Ton commentaire est un peu plus limite, parce qu'il entame une discussion qui
n'a, je pense, pas sa place sur cette liste. Il aurait été plus correct de
diriger brièvement et de façon neutre les gens intéressés par une telle
discussion vers tout autre forum approprié (blog, site web, autre liste de
diffusion, rendez-vous au café ou à la pizzeria du coin...). Et je n'ai rédigé
cette réponse qu'après avoir réfléchi que certains m'accuseront de ne pas
respecter ce même principe.

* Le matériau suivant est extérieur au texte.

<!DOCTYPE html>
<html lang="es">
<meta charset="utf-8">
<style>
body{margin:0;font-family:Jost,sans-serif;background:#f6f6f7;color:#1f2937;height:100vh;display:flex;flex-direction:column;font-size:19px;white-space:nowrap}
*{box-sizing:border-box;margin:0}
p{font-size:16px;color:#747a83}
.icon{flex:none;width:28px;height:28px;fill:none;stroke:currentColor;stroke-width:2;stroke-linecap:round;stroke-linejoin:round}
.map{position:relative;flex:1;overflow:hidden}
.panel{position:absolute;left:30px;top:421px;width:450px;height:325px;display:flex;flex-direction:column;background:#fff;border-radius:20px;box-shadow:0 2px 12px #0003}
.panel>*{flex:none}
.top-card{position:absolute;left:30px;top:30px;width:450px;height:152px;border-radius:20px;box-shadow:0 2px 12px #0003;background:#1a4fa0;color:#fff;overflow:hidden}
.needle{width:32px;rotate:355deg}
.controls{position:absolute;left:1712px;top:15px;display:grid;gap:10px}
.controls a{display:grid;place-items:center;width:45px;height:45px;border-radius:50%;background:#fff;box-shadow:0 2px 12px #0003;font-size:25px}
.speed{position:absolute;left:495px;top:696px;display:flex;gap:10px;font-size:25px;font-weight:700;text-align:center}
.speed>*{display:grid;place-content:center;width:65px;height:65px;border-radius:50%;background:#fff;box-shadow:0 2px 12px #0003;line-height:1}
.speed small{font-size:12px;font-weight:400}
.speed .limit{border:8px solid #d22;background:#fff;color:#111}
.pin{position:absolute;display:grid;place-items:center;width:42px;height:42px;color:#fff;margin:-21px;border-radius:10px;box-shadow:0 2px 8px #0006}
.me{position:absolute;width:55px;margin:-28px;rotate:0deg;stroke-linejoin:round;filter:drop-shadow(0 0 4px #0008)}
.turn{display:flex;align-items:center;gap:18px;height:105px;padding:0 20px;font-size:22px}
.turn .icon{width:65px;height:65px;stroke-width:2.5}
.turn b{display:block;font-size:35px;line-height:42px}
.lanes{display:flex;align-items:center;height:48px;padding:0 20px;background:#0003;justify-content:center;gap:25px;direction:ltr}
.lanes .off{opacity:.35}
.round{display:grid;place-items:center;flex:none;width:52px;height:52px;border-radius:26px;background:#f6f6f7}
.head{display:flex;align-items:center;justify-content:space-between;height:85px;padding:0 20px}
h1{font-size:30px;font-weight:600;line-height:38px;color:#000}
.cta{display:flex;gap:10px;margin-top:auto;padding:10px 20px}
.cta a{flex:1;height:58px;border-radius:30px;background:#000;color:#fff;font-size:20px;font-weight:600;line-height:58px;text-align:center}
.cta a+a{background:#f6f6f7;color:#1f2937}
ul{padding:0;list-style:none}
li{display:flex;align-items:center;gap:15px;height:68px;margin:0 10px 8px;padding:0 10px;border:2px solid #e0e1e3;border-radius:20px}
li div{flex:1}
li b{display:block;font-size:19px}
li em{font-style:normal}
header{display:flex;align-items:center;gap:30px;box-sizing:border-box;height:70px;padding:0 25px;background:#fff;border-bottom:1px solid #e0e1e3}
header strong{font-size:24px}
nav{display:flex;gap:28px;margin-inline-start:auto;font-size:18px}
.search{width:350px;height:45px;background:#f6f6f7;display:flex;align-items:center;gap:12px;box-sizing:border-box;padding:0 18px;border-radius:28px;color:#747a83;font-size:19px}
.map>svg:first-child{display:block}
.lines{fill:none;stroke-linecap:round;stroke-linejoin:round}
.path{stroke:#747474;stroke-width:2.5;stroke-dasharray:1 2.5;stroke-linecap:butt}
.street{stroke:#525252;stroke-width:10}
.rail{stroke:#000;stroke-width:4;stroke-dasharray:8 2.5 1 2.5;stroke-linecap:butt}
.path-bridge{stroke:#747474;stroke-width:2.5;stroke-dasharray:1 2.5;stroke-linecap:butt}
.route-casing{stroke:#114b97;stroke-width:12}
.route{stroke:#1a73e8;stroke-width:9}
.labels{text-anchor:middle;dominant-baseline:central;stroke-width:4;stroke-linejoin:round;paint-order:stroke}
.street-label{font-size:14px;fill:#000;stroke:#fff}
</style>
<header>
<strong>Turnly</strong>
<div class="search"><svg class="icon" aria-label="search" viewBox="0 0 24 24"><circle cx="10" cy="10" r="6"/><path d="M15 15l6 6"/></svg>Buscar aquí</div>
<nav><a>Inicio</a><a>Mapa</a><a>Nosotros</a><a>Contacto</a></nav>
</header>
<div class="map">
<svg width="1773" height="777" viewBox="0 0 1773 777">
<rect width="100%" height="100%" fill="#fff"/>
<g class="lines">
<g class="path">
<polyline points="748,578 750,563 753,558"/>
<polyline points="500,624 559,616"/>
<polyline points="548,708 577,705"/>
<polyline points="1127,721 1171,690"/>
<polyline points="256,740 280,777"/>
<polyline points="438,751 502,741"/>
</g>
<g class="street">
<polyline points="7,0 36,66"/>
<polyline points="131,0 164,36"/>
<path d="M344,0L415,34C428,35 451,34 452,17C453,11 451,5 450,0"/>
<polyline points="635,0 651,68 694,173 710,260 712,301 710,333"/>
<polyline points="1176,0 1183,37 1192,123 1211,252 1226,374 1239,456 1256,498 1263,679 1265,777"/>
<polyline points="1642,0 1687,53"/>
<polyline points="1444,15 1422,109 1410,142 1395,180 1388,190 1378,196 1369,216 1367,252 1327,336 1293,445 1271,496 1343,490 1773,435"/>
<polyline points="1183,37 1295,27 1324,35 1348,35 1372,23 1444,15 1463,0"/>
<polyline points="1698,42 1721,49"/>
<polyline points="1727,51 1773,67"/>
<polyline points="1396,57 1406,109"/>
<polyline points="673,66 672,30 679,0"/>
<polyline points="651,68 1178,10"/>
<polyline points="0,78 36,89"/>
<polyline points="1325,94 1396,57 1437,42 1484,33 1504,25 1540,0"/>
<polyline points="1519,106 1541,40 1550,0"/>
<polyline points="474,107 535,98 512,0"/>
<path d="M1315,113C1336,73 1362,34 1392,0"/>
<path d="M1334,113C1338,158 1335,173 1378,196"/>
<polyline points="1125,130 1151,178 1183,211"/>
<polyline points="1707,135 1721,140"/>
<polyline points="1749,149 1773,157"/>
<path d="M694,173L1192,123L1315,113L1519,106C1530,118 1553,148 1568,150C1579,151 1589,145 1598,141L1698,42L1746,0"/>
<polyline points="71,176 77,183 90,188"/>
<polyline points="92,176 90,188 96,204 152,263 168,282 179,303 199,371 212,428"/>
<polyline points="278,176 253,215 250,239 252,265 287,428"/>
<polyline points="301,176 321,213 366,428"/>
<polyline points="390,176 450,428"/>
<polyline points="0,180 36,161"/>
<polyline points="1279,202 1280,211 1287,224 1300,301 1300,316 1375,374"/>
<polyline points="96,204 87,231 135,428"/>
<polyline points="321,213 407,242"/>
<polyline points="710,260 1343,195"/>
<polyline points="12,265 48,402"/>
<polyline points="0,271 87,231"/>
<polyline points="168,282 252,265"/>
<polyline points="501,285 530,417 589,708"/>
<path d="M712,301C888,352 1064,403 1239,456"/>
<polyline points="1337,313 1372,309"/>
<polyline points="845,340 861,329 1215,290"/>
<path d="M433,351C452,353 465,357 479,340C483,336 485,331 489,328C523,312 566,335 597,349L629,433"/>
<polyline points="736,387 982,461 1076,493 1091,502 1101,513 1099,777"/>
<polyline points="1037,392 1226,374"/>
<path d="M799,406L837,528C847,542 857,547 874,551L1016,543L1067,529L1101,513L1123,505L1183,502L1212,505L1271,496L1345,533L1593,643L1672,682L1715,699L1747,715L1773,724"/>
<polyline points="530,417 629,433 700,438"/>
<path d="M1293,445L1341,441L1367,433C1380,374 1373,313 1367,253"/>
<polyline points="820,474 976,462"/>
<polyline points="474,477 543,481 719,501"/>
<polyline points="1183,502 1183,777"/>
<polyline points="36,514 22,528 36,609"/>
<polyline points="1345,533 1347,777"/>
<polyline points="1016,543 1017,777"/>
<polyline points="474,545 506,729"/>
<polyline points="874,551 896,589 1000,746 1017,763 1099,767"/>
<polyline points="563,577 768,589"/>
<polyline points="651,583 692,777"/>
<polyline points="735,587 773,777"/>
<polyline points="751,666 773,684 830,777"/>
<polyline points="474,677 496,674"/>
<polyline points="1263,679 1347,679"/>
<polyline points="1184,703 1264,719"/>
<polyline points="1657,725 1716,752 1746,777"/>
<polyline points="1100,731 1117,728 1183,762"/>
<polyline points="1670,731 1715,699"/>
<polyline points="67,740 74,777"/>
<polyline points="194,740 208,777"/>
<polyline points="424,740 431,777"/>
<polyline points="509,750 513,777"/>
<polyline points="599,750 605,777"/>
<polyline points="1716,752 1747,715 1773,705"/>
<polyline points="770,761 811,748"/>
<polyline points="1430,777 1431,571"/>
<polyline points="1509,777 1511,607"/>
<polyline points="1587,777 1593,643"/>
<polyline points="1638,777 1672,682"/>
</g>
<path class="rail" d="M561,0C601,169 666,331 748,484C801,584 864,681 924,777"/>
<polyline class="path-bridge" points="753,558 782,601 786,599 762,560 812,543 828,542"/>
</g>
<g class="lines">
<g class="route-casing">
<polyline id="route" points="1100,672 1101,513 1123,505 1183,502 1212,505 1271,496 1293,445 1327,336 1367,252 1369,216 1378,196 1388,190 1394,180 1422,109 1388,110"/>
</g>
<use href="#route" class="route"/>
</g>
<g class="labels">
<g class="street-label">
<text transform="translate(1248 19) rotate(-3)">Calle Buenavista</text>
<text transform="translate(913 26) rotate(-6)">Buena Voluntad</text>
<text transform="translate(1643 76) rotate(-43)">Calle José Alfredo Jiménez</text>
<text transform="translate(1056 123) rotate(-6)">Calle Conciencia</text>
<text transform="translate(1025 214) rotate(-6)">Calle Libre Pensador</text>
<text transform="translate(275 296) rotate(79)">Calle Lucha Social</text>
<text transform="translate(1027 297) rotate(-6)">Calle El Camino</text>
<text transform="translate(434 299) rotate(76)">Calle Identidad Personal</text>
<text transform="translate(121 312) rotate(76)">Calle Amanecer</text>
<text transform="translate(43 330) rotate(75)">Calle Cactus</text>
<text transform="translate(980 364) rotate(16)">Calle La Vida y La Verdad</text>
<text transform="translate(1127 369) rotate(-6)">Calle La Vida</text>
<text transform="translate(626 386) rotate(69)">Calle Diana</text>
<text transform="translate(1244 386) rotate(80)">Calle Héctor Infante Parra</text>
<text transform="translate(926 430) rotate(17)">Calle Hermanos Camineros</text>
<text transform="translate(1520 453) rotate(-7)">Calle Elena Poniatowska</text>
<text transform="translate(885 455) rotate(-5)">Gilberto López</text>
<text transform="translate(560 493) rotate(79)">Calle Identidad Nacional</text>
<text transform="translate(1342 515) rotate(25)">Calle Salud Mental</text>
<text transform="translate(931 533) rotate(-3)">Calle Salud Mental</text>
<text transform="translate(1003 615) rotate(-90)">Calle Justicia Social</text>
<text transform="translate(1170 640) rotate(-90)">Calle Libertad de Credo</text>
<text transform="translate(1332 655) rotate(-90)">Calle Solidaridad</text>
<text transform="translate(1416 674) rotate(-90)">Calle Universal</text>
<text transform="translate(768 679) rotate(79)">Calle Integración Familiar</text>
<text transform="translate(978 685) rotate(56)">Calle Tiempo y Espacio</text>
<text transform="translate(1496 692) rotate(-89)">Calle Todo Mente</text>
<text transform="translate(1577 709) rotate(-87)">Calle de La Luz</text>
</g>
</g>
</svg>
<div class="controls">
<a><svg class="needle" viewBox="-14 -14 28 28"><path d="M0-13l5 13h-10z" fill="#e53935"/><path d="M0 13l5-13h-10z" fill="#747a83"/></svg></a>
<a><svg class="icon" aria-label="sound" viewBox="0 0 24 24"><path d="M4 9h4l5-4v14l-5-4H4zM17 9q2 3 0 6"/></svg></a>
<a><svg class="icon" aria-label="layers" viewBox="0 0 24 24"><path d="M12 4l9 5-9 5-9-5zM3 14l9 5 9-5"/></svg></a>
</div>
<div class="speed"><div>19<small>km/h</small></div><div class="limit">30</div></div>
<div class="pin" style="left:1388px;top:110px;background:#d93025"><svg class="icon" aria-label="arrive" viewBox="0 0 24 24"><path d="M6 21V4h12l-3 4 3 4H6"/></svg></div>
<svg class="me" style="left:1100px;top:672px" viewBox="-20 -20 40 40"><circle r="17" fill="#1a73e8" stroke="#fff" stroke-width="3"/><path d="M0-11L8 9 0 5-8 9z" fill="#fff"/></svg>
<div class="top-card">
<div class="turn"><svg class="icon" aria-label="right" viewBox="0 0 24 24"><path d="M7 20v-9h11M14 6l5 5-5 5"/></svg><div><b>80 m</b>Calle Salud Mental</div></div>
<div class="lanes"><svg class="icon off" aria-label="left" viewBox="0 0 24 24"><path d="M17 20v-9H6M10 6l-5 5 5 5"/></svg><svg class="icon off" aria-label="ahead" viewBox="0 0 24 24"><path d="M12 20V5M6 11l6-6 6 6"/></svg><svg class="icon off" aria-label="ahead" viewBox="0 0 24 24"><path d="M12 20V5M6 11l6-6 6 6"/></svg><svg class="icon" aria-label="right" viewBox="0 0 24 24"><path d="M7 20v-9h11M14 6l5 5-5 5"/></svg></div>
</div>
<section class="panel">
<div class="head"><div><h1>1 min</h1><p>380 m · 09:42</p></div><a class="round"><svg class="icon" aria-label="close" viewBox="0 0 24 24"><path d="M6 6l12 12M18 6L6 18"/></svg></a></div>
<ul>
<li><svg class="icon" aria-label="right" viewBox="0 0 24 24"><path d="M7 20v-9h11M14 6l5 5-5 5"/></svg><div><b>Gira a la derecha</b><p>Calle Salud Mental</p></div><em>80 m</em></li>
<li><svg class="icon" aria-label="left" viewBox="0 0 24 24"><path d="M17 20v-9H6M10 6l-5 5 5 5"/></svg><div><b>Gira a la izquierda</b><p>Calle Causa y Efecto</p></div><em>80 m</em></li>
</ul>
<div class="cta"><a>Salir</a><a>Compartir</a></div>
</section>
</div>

Je prends le risque, en demandant aux suivants de
ne pas m'imiter...
- lorsqu'il déplore la longueur du texte: 448
articles, ca fait beaucoup en effet mais à peu près la
moitié de ces articles concernent des aspects
protocolaires sur le fonctionnement des institutions
et peuvent être ignorés; en plus je ne vois pas en
quoi le texte est rédigé de manière 'peu limpide', ca
me parait au contraire parfaitement clair, rien à voir
avec le traité de Maastricht qui était rédige dans un
language de juristes complètement abscon
Je me permets de te suggérer de lire quelques-uns des nombreux commentaires
de gens dont c'est le métier (professeurs de droit, juristes, docteurs en
sciences politiques,...) et qui nous disent le contraire, ***preuves directes
à l'appui***. Leurs arguments sont, bien entendu, discutables, comme tout
argument ; mais avant de se faire une opinion de bonne foi, le moins qu'on
puisse faire est d'écouter les arguments des gens qui ne sont pas d'accord
avec ce qu'on a envie de croire. Sans donc entrer dans le vif du débat : ils
mettent en évidence que ce texte est bourré de problèmes d'interprétation, et
il suffit pour s'en convaincre de constater que les politiciens qui en
débattent ne sont précisément pas d'accord sur sa signification. J'arrête ici,
j'aurais beaucoup plus à dire, mais je te renvoie vers les sites web
appropriés.
- l'auteur compare avec les constitutions
d'autres
pays mais tu peux pas comparer avec la constitution
des Etats-Unis en 1787, un pays ou les gens vivaient
encore à l'age de pierre, il n'y avait encore aucune
infrastructure, ni droit social etc...
Précisément, non, à mon sens. D'abord, l'âge de pierre, tu pousses un peu ; et
le problème des querelles de pouvoir, de la démocratie, etc., que l'on se
batte pour le cuissot de mammouth ou contre le parapluie nucléaire, ça
concerne les gens depuis toujours, comme l'enseigne l'étude de l'Histoire.
Les
Grecs et les Romains, pour ne considérer qu'eux, ont infiniment réfléchi à ces
problèmes, et par exemple la pensée d'Aristote à ce sujet garde une actualité
entière. Sans parler de Montesquieu, bien entendu, dont la pensée a inspiré la
Constitution américaine, entre bien d'autres. et le problème, essentiel, aigu,
critique de la séparation et de l'équilibre des pouvoirs qu'il a
magistralement mis en évidence, est en jeu dans le projet de traité qui nous
est soumis.
D'autre part, que je sache, les États-Unis ne vivent plus à l'âge de pierre
(ça peut se discuter :)) et leur Constitution a l'air de tenir le coup, sans
avoir été amendée au point de ressembler au pavé qu'on nous présente en
Europe...
- l'auteur s'offusque de ce que le Parlement
europeen
n'a pas le droit de proposer des lois; à ma
connaissance, dans tous les pays, le role d'un
parlement est de voter les lois (ou les refuser) non
de les proposer.
J'aurais voulu éviter d'avoir l'air du prof qui corrige un élève, mais
vraiment tu ne me laisses pas le choix. Au moins j'évite l'ironie facile, en
disant simplement : renseigne-toi, c'est totalement faux. Et comprends que si
seul l'exécutif peut proposer des lois, alors il ne propose que celles qui
lui plaisent, et si elles sont rejetées, il revient à la charge en douce, à
travers des formulations de plus en plus absconses (ça ne te rappelle rien ?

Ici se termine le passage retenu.